→ Task objective:
In the data, find each line where the word "position" appears and list that line.

→ Records supplied:
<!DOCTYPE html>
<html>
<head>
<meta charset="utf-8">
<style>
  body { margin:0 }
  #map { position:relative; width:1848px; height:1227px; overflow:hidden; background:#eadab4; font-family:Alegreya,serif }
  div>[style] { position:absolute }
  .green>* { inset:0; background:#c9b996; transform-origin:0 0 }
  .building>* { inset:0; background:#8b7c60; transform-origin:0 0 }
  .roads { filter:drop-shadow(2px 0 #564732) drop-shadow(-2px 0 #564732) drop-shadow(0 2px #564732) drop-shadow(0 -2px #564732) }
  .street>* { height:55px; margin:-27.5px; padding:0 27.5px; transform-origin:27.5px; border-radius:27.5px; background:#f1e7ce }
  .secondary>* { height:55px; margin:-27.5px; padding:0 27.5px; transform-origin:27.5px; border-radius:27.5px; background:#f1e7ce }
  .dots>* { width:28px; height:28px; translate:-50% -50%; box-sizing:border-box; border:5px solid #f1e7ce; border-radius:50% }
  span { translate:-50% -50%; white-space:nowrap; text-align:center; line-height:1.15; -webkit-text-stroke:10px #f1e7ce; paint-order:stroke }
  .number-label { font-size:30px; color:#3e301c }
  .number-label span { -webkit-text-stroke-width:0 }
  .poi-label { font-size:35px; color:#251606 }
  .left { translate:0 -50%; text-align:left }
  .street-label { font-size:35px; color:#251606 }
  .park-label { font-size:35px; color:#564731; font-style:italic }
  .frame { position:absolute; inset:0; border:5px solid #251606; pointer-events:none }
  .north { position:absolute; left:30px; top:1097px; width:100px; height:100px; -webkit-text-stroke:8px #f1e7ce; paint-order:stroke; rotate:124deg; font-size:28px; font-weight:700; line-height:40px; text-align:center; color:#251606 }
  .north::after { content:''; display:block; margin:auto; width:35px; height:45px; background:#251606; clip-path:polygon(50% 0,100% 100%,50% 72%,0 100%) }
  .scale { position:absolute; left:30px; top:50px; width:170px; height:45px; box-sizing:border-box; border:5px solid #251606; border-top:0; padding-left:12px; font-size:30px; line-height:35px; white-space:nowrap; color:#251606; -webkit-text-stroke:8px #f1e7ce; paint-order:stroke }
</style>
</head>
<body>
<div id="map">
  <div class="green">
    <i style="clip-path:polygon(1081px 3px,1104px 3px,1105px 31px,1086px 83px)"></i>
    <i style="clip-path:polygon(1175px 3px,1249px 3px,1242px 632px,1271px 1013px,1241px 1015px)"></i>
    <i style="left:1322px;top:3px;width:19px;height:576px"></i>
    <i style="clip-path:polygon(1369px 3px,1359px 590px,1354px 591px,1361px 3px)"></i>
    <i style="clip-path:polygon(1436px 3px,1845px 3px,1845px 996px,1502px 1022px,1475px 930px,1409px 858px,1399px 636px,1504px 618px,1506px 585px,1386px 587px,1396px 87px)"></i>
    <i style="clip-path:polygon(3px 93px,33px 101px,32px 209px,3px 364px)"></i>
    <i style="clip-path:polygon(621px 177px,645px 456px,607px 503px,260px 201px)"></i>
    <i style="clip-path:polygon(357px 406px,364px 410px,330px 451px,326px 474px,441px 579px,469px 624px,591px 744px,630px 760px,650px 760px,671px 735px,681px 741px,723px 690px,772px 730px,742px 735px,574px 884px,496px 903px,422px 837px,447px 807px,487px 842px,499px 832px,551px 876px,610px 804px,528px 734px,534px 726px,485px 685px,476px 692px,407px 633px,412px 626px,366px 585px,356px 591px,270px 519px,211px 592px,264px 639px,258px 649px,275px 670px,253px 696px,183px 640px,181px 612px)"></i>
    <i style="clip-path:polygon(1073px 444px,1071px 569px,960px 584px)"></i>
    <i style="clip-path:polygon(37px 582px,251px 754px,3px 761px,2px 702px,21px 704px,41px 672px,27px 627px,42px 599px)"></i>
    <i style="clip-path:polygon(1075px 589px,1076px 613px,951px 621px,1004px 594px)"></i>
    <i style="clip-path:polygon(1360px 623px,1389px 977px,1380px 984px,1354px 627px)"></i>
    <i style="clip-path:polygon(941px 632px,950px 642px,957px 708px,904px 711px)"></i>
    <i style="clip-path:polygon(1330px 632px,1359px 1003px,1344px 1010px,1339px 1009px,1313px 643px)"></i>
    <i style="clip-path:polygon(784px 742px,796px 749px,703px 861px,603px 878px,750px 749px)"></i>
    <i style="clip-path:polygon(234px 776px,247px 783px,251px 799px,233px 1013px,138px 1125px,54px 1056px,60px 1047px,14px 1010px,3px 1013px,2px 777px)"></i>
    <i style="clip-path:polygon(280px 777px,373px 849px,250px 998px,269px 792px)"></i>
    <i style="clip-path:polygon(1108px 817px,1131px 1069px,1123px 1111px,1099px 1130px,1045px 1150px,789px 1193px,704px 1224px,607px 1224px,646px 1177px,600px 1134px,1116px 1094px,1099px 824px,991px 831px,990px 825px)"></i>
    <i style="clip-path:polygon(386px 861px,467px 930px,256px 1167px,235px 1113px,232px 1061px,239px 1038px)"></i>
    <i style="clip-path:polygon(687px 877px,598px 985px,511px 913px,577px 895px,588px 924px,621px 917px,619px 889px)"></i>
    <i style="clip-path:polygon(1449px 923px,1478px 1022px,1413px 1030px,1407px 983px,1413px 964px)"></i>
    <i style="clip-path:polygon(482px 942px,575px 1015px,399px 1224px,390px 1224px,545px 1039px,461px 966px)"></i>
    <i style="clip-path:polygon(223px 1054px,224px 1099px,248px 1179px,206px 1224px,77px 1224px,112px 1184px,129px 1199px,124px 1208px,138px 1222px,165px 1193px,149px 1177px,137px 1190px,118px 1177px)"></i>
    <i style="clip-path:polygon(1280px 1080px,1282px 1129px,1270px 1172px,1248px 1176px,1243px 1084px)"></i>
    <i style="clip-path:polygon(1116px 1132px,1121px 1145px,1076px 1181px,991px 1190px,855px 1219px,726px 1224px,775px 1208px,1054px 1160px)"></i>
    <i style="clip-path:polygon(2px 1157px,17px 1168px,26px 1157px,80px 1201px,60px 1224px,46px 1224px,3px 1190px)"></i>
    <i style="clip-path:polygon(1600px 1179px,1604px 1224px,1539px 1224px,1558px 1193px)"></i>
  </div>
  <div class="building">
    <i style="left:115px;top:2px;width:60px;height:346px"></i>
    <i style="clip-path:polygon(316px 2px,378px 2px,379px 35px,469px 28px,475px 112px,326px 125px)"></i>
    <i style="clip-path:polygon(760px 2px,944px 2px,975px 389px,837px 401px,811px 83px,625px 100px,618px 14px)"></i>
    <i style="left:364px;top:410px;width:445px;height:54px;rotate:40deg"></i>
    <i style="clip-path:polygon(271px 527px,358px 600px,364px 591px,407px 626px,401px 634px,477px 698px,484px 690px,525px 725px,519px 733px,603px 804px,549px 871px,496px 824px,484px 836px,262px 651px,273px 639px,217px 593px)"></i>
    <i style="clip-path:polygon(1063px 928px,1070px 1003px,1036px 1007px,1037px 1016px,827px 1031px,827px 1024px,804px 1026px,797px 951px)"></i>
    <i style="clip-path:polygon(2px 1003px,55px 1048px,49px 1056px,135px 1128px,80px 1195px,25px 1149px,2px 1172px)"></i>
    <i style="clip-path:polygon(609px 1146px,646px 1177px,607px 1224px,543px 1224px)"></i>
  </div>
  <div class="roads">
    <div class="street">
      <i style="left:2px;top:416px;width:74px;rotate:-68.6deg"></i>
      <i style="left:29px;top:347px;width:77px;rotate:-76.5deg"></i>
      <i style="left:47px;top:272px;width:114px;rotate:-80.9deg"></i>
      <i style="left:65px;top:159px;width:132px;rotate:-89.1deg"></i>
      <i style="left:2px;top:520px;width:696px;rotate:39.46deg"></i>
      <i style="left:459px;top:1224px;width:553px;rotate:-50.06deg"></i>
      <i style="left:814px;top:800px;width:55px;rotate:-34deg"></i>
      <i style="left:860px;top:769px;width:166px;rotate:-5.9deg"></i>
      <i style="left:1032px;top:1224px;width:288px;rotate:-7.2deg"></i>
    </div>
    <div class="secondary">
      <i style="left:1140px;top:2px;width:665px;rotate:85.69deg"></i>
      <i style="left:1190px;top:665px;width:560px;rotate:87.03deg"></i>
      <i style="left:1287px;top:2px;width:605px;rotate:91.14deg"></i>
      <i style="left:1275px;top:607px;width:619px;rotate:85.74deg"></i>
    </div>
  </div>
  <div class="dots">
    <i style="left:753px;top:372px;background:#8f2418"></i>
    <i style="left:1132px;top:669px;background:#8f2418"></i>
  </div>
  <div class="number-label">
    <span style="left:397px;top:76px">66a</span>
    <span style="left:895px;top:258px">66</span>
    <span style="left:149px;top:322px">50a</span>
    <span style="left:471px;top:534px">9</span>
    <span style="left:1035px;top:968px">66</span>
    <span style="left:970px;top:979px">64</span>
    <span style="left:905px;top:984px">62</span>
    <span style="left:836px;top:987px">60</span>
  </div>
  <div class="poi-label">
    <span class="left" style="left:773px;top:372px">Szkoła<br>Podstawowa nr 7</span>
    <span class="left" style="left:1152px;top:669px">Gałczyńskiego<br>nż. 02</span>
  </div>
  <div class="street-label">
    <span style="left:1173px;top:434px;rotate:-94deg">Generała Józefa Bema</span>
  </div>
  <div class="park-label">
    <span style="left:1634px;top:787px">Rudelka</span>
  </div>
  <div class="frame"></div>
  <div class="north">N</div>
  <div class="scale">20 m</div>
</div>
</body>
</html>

→ Reply to the exercise:
  #map { position:relative; width:1848px; height:1227px; overflow:hidden; background:#eadab4; font-family:Alegreya,serif }
  div>[style] { position:absolute }
  .frame { position:absolute; inset:0; border:5px solid #251606; pointer-events:none }
  .north { position:absolute; left:30px; top:1097px; width:100px; height:100px; -webkit-text-stroke:8px #f1e7ce; paint-order:stroke; rotate:124deg; font-size:28px; font-weight:700; line-height:40px; text-align:center; color:#251606 }
  .scale { position:absolute; left:30px; top:50px; width:170px; height:45px; box-sizing:border-box; border:5px solid #251606; border-top:0; padding-left:12px; font-size:30px; line-height:35px; white-space:nowrap; color:#251606; -webkit-text-stroke:8px #f1e7ce; paint-order:stroke }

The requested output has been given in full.